Vers un régime unique ou une foresterie colorée ?

par Sylvain Boisclair

Nos forêts aux multiples couleurs sont au régime depuis 1986. Les grandes étapes de révision du régime forestier québécois sont franchies. La récolte des consultations et des représentations approche.

Un seul élément est responsable à lui seul de tout l'enjeu: la ressource forestière. Cette ressource que l'on croyait renouvelable à souhait, dont on vantait la pérennité aux investisseurs industriels dans le domaine, s'essouffle. Cette notion d'abondance débordante appartient à l'histoire maintenant. Le tandem Desjardins-Monderi dans " l'Erreur Boréale " l'illustrait sans équivoque.

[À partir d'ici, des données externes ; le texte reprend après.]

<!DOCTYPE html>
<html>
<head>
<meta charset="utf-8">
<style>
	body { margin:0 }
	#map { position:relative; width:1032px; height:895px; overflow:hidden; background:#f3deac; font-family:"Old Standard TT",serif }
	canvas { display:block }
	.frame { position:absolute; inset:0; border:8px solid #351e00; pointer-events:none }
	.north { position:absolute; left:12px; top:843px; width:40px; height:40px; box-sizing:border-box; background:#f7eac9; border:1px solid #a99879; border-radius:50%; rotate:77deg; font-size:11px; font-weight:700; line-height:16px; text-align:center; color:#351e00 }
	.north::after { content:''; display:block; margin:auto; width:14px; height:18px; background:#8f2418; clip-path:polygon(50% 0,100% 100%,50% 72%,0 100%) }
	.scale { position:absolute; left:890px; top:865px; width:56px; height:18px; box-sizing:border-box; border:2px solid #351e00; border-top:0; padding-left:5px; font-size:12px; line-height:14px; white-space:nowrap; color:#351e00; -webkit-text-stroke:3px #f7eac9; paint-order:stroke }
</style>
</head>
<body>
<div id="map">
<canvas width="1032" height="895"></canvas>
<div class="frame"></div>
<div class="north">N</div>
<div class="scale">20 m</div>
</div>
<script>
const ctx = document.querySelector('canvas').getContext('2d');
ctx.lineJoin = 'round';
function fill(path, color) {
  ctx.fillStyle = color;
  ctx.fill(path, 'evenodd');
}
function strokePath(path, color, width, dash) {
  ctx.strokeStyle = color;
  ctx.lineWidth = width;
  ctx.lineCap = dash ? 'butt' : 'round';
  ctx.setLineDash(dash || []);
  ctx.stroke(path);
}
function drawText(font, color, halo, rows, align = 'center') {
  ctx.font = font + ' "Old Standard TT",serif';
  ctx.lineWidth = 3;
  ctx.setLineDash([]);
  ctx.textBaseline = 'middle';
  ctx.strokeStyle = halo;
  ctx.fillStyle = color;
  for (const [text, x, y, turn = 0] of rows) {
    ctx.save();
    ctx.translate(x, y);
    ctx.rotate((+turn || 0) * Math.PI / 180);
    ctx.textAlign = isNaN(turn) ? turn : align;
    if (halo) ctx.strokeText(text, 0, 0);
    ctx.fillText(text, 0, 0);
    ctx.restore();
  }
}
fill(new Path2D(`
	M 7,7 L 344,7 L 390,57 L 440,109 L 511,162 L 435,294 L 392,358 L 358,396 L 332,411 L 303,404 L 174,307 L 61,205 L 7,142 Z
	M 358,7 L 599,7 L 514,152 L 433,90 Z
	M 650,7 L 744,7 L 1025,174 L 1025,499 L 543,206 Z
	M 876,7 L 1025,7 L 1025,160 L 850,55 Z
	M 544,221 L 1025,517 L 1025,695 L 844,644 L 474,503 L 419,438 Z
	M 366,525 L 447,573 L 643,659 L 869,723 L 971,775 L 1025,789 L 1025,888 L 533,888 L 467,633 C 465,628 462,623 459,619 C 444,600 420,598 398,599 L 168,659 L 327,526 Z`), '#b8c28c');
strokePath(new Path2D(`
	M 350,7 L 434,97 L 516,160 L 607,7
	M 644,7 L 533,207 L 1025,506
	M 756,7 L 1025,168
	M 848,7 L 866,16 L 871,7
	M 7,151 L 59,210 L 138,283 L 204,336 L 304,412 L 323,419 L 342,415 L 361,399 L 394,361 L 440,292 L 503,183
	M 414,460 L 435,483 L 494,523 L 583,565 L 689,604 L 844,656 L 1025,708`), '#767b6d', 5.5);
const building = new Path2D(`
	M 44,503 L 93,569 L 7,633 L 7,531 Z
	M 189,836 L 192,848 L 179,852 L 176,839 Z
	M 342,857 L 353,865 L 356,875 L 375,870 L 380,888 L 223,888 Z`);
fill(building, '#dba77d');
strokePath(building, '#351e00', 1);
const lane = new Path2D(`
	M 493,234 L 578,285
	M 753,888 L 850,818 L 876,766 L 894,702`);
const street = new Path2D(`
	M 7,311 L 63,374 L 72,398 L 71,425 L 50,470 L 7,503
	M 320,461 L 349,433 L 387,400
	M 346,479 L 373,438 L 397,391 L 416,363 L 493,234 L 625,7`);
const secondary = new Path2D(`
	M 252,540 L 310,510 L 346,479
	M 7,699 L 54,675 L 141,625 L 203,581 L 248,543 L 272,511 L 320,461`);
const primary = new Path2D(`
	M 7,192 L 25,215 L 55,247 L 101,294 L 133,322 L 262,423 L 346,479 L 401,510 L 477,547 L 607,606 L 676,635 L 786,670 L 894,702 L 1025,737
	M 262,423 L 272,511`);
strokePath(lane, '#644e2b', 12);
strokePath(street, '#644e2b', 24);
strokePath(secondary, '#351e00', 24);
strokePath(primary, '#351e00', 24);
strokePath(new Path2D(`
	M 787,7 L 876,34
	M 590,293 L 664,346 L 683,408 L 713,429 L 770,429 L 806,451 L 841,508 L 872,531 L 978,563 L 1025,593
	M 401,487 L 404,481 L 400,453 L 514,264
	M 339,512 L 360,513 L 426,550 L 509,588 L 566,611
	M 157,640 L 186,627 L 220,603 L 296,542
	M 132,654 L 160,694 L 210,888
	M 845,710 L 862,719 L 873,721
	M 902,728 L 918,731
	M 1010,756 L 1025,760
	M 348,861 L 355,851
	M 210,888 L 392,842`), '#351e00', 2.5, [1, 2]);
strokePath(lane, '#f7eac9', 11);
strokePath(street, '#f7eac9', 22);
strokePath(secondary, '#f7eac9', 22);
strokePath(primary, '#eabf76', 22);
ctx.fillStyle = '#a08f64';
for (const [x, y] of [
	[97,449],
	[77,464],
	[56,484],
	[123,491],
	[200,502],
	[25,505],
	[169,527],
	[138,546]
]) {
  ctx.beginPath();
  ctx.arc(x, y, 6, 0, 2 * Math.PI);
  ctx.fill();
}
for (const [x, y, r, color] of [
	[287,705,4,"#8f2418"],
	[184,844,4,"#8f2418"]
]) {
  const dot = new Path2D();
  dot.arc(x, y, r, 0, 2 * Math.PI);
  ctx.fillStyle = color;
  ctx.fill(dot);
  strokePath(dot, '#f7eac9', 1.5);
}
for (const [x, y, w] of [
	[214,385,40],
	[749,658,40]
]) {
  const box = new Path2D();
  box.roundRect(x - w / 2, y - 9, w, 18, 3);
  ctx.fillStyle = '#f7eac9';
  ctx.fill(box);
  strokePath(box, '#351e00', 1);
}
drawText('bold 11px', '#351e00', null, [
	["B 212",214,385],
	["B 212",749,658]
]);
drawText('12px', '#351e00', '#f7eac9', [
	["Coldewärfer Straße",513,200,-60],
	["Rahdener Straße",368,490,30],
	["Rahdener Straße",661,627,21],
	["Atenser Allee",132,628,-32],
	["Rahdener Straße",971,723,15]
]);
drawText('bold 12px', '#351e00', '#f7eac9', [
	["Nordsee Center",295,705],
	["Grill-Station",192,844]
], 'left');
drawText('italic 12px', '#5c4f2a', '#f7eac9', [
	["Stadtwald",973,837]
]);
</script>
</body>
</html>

Les industriels en sont tout autant conscients. Dans le numéro 16 de Commerce Monde, Jacques Robitaille de l'AMBSQ (l'Association des manufacturiers de bois de sciage du Québec) nous prévenait que le Québec est dans une situation où il exploite presque 100% de sa ressource et que le potentiel de croissance de l'industrie doit maintenant viser les gains en valeur ajoutée. L'augmentation de la production sera faible et les gains technologiques (12% depuis 1993), dont notamment l'informatisation de la production, sont des facteurs clés des succès à venir.

Lors de son 47e congrès tenu à Québec en mai 2000, l’AMBSQ reflétaient bien les préoccupations de réflexion, de transparence, d’efforts pour l’émergence d’un Régime forestier porteur d’avenir. C’est sous la thématique « s’ouvrir sur le monde » que c’est déroulé cet événement. Ce congrès, dont les majeurs de l’industrie du bois de sciage était présents, porta attention aux marchés, au partage des ressources et aux défis et potentiels mondiaux.  

 

Les couleurs qui circulent en foresterie…

Les encadrés ci-dessous illustrent les trois grands axes rencontrés dans les multiples publications sur le sujet en rapport avec la préservation de la ressource forestière :

Les multiples utilisateurs de cette ressource publique

Un territoire de 750 300 km2 de forêts, dont 92% est public
3,5 millions d'utilisateurs (récréotourisme, plein air, chasse, pêche et autres)
2,4 milliards en activités économiques
688 pourvoiries, 19 parcs et 22 réserves fauniques
62 zones d'exploitation contrôlées (ZEC) et 22 ZEC à saumon
40 000 personnes qui détiennent des baux de villégiature sur le territoire public
58 réserves écologiques
11 nations autochtones (Premiers Peuples) représentant une population en forte croissance de plus de 100 000 autochtones.

Les enjeux économiques

18 milliards de dollars/année en livraisons manufacturières
90 000 emplois directs et des dizaines de milliers d'emplois indirects

Les grands acteurs en gestion

L'acteur principal, le ministère des Ressources naturelles
255 détenteurs de CAAF (contrats d'approvisionnement et d'aménagement forestier)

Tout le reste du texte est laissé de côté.